To the north-west of the lodge stands a statue of Sir Robert Alexander Ferguson, mounted on a tapered stone shaft with a moulded square base plinth. The shaft bears the following inscription: "This statue / was erected by / the Citizens of Derry / to the memory of Sir Robert Alexander Ferguson BART / of the Farm / Lieutenant Custos Rotulorum / of the County / and Colonel of the / Londonderry Light Infantry Militia / who for 30 years represented / this city / in Parliament / Born 1796 / Died 1860." The statue was moved from its original location at the Diamond, where it was formerly known as the "Black Man," and while not in its original setting, it adds considerable historic interest to the ensemble.
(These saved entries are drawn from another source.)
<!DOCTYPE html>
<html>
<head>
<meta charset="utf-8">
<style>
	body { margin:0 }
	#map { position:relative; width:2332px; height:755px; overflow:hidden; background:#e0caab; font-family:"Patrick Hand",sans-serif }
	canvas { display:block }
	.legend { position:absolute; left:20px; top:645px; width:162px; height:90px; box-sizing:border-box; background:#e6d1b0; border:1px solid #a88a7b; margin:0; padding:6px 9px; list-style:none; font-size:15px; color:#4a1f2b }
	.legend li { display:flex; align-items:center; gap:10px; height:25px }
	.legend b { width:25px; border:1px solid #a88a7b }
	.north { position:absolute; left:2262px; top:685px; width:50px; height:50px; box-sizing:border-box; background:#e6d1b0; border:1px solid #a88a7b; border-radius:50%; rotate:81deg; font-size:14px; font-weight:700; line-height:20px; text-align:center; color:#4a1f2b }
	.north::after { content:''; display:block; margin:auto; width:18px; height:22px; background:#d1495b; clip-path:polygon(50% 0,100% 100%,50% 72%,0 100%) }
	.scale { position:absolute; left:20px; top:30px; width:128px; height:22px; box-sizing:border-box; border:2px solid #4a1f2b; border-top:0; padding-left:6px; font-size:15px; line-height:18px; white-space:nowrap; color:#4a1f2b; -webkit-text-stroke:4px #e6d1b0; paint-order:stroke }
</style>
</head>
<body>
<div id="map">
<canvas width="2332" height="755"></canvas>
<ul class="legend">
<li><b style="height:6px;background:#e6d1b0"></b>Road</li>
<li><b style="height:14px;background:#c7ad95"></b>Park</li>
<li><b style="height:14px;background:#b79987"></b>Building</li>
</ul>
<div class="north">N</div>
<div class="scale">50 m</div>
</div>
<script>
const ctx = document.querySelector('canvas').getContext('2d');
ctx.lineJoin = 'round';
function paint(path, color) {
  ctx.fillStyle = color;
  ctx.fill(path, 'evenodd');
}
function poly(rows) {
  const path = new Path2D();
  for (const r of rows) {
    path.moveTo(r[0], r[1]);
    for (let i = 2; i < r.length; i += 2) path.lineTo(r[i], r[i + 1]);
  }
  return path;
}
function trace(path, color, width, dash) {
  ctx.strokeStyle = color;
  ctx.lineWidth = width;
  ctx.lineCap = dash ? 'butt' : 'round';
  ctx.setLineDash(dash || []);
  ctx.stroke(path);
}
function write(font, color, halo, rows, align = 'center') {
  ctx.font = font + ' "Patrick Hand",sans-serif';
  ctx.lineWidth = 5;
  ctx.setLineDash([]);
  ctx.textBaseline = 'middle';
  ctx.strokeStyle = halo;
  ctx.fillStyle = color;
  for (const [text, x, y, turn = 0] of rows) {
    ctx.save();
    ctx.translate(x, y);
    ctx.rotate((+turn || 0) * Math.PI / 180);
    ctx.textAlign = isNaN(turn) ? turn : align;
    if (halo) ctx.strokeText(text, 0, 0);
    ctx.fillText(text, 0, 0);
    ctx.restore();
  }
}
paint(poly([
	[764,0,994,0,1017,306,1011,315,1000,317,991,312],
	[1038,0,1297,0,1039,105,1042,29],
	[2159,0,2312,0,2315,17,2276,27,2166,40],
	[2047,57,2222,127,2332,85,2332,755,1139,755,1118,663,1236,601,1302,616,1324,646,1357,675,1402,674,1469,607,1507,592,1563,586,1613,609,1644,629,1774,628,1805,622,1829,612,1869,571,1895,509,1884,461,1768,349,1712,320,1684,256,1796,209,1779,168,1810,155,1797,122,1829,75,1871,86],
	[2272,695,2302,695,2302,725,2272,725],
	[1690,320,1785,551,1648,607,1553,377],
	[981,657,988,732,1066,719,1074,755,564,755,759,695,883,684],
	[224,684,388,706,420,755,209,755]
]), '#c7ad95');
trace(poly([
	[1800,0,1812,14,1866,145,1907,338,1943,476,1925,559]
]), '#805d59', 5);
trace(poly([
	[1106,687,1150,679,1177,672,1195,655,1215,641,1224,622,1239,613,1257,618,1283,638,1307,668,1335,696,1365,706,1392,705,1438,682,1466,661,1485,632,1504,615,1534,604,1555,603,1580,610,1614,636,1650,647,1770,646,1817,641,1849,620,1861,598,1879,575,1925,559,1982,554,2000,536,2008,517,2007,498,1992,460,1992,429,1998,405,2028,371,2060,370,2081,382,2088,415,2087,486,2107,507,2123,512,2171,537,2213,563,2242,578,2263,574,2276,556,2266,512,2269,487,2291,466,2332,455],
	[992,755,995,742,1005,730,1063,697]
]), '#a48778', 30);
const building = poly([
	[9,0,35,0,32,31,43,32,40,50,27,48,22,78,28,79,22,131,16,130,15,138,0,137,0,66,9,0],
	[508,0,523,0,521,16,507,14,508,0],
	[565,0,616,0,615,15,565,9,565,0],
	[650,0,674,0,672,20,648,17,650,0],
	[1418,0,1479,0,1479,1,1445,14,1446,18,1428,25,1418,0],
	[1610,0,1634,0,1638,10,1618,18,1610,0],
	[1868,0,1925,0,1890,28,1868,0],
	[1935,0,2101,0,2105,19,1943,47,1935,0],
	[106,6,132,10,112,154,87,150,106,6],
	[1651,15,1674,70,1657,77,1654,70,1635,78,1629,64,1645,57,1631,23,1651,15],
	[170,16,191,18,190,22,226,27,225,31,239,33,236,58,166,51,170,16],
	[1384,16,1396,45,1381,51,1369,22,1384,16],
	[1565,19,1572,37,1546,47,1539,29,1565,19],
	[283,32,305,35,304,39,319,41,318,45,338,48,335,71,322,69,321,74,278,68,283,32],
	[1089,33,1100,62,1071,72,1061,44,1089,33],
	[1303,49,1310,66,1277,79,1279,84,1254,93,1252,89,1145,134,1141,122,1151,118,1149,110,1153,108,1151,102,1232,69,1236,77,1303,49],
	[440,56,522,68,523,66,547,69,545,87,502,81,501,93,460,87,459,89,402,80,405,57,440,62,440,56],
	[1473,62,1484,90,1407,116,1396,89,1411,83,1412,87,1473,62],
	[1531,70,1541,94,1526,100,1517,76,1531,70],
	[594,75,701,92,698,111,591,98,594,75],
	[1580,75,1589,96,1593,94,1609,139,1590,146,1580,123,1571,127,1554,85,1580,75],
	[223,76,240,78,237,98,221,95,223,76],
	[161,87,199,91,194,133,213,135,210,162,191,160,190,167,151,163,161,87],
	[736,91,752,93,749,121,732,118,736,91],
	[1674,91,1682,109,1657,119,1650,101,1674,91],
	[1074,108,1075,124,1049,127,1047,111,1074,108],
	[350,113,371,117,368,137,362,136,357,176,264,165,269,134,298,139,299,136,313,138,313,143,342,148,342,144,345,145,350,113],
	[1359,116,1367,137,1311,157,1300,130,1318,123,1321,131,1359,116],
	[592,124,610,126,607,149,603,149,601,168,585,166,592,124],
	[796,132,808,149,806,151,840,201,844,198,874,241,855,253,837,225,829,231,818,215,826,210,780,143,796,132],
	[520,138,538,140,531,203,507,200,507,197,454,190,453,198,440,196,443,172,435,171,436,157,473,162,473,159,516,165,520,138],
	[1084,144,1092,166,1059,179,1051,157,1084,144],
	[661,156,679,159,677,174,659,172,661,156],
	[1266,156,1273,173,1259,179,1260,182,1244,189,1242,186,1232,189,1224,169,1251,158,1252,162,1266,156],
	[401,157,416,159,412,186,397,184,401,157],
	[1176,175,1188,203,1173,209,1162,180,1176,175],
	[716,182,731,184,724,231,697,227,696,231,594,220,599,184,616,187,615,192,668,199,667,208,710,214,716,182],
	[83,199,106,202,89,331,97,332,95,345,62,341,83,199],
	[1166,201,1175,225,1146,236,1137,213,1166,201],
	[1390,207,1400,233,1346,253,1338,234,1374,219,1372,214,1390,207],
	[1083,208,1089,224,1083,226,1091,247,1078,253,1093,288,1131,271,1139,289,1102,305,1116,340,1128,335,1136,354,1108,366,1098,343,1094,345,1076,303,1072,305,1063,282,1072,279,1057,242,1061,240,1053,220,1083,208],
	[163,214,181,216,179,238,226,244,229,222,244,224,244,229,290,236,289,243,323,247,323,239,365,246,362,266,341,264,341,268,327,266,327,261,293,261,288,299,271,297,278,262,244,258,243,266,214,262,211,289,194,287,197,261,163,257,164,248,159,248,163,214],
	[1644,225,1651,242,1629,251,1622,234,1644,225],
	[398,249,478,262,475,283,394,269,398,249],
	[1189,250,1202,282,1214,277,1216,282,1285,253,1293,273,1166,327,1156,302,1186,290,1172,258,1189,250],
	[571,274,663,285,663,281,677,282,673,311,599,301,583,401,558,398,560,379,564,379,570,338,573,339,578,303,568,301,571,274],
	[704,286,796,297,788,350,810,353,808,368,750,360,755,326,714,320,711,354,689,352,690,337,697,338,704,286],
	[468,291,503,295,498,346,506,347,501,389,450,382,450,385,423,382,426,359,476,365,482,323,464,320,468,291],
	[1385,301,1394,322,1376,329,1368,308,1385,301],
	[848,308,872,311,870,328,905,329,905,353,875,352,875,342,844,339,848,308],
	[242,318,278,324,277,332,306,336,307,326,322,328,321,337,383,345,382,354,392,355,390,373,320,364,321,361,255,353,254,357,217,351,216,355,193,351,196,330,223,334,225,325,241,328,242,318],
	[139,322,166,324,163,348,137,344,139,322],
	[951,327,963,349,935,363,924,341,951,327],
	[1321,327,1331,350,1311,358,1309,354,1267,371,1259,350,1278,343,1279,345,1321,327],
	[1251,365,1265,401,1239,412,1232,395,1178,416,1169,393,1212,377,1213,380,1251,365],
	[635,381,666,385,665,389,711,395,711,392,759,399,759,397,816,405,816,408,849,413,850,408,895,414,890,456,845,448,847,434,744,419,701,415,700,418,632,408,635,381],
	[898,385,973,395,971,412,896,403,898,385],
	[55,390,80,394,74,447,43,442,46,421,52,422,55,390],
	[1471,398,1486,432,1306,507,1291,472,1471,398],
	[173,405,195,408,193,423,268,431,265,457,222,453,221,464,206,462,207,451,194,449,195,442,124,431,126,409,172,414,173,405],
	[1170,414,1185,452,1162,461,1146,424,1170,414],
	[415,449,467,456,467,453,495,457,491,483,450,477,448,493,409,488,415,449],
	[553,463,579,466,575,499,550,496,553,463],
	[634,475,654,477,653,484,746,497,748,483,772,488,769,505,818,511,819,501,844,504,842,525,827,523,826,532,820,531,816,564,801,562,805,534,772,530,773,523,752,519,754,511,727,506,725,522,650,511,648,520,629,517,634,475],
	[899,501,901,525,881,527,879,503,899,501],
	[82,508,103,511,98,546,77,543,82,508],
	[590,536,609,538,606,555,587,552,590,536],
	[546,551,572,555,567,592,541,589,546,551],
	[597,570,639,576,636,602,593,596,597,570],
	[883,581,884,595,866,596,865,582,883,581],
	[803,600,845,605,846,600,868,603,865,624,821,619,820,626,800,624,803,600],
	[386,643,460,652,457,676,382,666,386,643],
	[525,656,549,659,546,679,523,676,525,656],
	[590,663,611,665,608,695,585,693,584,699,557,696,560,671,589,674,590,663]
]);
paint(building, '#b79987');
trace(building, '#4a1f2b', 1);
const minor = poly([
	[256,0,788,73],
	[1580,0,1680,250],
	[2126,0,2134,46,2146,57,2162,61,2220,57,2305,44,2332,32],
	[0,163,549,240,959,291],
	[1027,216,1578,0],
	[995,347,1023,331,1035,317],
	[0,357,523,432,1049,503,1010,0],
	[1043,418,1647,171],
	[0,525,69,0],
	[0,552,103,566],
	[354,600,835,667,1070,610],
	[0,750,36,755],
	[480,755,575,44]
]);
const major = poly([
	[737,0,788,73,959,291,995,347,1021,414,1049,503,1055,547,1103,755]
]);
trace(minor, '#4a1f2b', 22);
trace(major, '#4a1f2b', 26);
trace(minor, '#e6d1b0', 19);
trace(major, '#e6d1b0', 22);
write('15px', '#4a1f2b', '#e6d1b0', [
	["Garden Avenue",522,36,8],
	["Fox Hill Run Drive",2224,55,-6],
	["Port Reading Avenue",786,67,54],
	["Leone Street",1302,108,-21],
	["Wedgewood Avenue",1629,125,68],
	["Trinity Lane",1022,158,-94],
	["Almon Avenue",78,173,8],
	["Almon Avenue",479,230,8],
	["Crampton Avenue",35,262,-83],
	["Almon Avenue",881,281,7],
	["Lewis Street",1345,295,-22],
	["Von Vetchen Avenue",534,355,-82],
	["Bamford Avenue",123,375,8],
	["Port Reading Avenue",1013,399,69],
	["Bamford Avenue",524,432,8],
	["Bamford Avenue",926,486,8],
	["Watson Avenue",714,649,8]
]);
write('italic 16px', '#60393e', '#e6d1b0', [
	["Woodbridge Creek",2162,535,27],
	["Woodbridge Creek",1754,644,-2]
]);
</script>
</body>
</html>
The lodge is situated adjacent to Christ Church and directly opposite St Eugene's Cathedral, placing it among the most architecturally significant buildings within the Clarendon Street Conservation Area, in which it has been included since 1978. The building itself was listed in 1979.
Historical background
Gwyn's Charitable Institution was founded to provide aid and education for male orphans in the city of Londonderry. It was established through the will of John Gwyn, a local grocer and linen merchant who died in 1829, having left provision for the formation of the charity. The Institution began operating from premises on Shipquay Street in 1833, but these were found to be inadequate. The trustees subsequently acquired ten acres of land at Edenballymore from the Lord Bishop of Derry and Raphoe for £200, and commissioned a purpose-built Palladian orphanage — a three-bay central block flanked by two-bay wings — at a cost of approximately £7,000. The building opened in 1840 and served as a charitable home and school for male, and later female, orphans for over half a century. The gate lodge was erected in the same year by a contractor named Mr Lynd, working to Jackman's designs. Although a number of later secondary sources attributed the design of both the Institution and the lodge to Thomas Jackson, contemporary sources — including the Derry Sentinel of 18 September 1839 and Simpson's 1847 Annals of Derry — confirm Samuel Jackman as the architect.
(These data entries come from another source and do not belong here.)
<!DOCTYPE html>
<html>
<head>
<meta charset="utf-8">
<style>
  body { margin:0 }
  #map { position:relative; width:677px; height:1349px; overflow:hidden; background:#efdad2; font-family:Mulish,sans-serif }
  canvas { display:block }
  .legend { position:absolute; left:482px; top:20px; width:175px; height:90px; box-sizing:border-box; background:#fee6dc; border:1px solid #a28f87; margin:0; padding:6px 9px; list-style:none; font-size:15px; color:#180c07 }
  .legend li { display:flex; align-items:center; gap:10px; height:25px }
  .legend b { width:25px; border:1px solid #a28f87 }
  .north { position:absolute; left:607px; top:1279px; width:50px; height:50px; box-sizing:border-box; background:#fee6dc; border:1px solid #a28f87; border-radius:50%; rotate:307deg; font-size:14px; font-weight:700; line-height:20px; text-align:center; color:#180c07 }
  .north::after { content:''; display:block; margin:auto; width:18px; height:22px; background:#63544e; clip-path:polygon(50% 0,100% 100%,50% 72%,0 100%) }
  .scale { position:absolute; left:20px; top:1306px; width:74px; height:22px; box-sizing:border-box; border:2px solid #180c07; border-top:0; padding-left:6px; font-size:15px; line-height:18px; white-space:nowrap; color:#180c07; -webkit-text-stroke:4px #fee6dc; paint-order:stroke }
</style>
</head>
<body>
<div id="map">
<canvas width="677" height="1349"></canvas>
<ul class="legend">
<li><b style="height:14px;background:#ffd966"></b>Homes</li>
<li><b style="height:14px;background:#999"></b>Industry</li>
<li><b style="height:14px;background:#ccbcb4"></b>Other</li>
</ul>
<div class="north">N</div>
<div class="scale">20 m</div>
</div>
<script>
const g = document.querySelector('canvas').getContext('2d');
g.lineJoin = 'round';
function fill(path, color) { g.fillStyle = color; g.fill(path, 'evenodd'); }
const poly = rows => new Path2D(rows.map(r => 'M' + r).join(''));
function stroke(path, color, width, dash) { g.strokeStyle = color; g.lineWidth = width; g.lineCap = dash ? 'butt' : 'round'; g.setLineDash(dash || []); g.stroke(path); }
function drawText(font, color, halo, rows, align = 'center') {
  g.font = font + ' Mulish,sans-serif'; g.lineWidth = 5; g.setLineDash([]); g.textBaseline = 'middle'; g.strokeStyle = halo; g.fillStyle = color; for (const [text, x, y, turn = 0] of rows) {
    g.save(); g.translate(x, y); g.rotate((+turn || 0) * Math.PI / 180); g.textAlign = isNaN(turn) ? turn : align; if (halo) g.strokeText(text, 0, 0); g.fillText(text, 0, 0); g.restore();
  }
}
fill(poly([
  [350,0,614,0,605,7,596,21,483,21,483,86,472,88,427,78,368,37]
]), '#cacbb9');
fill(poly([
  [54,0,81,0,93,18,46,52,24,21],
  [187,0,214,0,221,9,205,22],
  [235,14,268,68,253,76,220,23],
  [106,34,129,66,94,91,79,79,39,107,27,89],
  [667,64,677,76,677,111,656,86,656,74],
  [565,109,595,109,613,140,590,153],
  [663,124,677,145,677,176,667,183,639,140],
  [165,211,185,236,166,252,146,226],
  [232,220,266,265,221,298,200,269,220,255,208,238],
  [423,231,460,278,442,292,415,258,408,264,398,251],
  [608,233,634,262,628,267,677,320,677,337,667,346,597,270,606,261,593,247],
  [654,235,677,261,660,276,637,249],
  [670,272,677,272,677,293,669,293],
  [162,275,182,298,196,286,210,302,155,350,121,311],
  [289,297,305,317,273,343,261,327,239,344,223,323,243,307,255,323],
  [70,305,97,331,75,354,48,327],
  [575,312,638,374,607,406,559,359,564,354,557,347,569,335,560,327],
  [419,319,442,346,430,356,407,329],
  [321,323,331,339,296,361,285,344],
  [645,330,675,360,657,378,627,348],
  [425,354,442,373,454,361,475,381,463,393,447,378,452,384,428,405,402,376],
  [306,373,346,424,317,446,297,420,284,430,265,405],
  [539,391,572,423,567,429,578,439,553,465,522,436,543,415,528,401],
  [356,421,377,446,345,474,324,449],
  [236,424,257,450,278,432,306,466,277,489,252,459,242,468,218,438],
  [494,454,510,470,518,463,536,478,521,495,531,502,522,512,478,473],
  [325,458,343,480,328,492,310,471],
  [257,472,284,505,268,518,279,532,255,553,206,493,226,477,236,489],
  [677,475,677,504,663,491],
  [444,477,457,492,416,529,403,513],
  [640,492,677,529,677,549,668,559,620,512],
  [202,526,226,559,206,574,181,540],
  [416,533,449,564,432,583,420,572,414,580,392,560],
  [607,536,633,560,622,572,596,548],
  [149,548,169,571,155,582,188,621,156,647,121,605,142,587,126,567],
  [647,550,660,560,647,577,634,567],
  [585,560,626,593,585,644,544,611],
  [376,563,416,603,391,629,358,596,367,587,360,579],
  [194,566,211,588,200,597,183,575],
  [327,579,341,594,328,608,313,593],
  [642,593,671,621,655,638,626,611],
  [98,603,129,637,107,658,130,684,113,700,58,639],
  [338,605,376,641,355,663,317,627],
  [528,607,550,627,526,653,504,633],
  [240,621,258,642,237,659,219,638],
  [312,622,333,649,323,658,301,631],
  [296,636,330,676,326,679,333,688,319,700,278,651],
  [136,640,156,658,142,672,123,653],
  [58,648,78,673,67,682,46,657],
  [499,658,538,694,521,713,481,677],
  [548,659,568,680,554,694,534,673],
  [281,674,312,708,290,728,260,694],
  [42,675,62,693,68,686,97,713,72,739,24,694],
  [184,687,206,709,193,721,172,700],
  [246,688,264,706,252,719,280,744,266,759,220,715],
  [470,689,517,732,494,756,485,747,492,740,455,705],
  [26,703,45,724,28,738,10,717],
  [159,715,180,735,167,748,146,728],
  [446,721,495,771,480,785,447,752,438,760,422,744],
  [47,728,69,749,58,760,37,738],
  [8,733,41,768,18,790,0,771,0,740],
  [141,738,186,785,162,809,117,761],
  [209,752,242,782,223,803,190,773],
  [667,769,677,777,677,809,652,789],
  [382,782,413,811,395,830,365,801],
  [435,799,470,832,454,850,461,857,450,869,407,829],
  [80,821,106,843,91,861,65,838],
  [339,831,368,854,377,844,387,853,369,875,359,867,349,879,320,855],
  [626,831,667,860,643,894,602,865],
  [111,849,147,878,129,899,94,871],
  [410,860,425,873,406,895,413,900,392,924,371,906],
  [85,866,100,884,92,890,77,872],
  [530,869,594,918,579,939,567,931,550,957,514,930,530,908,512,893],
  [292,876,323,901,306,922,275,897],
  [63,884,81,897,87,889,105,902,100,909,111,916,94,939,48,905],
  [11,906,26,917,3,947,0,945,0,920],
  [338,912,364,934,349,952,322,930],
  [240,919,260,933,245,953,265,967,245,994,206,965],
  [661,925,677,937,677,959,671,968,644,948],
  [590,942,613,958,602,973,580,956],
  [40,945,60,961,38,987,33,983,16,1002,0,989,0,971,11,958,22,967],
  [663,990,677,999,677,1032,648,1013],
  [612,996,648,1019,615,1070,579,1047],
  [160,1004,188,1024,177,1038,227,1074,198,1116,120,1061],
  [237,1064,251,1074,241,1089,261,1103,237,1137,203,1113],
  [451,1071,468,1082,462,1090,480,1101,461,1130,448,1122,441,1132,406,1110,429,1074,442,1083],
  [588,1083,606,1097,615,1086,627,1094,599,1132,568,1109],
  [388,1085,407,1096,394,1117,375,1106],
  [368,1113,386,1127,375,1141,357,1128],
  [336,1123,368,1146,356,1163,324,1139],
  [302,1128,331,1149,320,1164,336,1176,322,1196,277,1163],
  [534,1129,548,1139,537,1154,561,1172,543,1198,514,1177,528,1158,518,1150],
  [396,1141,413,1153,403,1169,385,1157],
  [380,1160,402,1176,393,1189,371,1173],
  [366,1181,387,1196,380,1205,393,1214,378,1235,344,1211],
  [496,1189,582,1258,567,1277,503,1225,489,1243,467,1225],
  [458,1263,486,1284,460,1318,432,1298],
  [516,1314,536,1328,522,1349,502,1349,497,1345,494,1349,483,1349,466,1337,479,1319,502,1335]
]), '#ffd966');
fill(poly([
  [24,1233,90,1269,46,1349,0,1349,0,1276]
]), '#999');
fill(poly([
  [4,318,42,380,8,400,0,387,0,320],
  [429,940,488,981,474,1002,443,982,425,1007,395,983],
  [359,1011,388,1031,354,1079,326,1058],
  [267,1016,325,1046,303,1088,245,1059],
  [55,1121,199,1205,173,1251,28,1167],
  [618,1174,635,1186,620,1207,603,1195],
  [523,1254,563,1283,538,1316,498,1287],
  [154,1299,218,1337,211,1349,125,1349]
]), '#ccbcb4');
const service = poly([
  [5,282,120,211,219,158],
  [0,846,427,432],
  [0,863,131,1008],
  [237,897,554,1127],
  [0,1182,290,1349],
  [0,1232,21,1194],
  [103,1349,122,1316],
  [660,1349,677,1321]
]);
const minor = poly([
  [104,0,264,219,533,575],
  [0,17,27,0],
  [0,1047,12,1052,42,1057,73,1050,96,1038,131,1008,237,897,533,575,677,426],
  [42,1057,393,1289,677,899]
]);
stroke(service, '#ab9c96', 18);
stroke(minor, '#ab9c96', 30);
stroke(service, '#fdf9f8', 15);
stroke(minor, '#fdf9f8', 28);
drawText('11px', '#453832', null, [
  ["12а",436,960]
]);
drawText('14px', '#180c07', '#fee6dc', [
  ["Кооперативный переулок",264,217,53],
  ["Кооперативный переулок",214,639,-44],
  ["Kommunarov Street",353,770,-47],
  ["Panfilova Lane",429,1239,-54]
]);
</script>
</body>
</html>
The Institution ceased operating as an orphanage by 1898, when the building and its surrounding land were acquired by Londonderry Corporation. The municipal park was laid out in 1901, funded in part by a legacy of £15,000 left by James Hood Brooke of Brookhill upon his death in 1865. The former orphanage building subsequently served as a museum from 1901, then as a municipal library from 1924. It continued to change uses through the 20th century, and during the early years of the Troubles was used as an army headquarters. The army vacated the site in 1973, after which the building was vandalised and burned, standing as a derelict shell throughout the 1970s before being finally demolished in 1986.
The gate lodge was first recorded on the second edition Ordnance Survey map of 1853, in its current layout, suggesting no major structural change since that date. Griffith's Valuation of 1856 recorded it individually, valuing it at £7 and describing it as a "porter's lodge" administered by the trustees of Gwyn's Charitable Institution. In Annual Revision records between 1862 and 1931 the lodge's value was combined with that of the main Institution; by 1931 the combined valuation stood at £257.
Writing in 1994, Dean described the lodge as "a sandstone ashlar single-storey lodge on a T-plan with a central back return… The front façade to the avenue is three bay with a Roman Doric portico of paired columns supporting a pediment with timber bargeboards. In the centre of the ridge a row of three octagonal stone pots. It is now run down, its sash windows lacking their Georgian glazing bars. Exposed to vandals." The building continues to lie vacant and in disrepair. At the time of the listing record, a renovation was planned as part of proposals for the restoration and refurbishment of Brooke Park, with suggestions that the lodge could be converted into a park warden's office or visitor information area.